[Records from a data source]
┌────────

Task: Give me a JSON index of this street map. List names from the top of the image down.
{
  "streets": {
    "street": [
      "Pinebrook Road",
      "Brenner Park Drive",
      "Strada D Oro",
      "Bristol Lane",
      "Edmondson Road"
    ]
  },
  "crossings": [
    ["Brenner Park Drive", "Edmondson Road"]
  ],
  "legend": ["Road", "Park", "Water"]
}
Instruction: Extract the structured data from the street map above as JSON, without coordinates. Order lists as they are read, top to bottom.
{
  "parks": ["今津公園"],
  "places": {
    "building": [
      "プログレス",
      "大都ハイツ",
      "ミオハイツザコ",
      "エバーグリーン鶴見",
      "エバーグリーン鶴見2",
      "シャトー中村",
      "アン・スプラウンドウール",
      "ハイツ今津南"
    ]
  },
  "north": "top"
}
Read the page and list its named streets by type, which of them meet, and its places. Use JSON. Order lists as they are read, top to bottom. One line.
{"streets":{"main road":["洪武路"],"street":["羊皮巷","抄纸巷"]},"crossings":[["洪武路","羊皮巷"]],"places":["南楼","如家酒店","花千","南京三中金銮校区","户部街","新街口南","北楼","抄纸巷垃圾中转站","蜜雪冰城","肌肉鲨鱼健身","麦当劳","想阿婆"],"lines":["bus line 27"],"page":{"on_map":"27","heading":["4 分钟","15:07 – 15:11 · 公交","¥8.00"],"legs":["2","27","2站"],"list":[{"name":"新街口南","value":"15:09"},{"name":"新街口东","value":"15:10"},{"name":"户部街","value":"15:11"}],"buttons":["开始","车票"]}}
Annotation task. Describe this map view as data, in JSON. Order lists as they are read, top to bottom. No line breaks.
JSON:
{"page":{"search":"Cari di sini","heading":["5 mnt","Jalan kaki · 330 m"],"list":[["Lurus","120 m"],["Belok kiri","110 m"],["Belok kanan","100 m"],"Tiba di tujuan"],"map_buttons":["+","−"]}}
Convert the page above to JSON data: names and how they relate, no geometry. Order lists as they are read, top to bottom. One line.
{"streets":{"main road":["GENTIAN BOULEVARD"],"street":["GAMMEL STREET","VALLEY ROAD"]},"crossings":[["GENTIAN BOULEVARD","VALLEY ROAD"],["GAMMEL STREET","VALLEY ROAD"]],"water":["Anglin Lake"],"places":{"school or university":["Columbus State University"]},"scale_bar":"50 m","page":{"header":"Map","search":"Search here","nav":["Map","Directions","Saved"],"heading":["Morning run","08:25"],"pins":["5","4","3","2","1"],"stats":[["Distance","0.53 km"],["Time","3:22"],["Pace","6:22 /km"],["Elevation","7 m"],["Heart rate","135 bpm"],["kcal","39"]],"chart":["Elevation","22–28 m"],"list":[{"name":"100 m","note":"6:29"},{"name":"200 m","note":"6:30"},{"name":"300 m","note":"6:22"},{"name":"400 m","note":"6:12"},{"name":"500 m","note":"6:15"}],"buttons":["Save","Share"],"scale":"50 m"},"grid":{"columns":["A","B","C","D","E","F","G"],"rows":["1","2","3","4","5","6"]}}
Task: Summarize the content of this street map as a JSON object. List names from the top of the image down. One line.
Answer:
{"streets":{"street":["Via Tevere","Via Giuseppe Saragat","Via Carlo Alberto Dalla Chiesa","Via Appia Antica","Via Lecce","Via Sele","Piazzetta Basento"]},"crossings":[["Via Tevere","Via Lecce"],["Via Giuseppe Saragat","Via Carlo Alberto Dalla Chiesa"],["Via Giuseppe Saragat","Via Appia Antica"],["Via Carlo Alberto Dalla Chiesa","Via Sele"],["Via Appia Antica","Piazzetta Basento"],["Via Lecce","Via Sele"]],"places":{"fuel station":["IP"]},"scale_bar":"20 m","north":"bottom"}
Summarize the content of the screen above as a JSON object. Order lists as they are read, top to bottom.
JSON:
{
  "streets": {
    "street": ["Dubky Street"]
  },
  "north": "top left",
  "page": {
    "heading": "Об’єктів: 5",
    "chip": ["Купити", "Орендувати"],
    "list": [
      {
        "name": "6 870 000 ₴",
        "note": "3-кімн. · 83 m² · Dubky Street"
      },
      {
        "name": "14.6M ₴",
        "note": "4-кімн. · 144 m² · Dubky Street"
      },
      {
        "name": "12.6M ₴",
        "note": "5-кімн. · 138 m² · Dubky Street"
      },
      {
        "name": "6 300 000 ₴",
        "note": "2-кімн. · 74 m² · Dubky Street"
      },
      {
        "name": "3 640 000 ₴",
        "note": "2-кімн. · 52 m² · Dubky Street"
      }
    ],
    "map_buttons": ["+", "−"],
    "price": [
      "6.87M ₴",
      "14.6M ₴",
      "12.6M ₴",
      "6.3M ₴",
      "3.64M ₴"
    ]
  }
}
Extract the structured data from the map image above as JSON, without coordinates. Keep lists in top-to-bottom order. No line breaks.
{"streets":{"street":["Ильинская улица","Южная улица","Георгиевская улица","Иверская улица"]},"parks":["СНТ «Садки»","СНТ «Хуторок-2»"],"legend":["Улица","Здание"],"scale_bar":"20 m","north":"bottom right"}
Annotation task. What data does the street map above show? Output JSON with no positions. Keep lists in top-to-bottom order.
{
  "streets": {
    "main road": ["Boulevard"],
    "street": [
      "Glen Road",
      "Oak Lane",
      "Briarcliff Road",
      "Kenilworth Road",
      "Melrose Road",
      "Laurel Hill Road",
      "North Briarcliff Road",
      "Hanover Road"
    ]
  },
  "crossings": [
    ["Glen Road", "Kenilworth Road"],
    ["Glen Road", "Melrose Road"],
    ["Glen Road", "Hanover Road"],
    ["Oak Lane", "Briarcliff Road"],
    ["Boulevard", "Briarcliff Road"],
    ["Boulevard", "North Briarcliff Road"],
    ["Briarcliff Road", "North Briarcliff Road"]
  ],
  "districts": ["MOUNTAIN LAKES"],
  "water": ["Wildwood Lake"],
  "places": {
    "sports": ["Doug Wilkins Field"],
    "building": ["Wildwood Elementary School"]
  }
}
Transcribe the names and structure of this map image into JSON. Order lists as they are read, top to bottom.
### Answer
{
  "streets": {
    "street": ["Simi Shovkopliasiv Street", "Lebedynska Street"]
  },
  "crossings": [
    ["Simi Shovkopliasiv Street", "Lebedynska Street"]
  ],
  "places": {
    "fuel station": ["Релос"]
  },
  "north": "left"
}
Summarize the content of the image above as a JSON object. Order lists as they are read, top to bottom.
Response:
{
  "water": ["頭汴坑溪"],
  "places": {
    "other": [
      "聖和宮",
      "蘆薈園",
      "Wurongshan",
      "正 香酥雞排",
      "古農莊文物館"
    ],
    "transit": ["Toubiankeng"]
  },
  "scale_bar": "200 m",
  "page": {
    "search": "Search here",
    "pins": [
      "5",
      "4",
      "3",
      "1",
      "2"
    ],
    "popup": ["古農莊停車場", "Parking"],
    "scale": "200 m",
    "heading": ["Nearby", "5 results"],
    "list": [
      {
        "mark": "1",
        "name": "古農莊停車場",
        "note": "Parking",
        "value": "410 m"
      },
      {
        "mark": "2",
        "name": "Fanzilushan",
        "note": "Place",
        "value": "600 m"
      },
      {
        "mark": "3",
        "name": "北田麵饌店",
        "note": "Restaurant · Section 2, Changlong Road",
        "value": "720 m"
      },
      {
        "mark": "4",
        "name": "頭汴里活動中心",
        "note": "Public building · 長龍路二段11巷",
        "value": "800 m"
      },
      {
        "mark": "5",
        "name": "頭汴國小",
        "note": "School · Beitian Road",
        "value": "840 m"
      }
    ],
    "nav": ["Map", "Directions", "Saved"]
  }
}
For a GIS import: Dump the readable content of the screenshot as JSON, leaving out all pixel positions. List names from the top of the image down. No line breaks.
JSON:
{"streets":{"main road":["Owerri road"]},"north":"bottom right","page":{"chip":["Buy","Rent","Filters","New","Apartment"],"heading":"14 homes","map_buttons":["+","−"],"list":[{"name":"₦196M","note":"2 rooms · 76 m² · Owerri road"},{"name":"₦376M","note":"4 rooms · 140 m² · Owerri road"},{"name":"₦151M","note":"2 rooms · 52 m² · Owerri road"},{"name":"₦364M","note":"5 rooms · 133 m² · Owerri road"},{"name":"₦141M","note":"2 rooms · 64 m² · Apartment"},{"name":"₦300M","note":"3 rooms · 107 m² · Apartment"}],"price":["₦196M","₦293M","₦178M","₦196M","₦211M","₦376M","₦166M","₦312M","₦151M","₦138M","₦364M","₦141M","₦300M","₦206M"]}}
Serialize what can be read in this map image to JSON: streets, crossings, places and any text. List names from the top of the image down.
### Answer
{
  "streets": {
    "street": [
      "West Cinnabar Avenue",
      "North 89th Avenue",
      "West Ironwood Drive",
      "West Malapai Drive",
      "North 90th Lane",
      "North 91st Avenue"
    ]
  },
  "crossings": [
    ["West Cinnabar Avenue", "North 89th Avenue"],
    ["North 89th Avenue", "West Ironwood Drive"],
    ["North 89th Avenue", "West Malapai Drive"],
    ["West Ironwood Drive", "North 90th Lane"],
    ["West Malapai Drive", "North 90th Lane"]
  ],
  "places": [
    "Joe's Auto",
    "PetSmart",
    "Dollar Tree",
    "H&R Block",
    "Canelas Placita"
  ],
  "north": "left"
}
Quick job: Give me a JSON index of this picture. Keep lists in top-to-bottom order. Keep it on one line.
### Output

└────────

▶ [Aim of the exercise]:
Search the records for the word "Summarize" and copy out every line that holds it.

▶ [Response to this task]:
Task: Summarize the content of this street map as a JSON object. List names from the top of the image down. One line.
Summarize the content of the screen above as a JSON object. Order lists as they are read, top to bottom.
Summarize the content of the image above as a JSON object. Order lists as they are read, top to bottom.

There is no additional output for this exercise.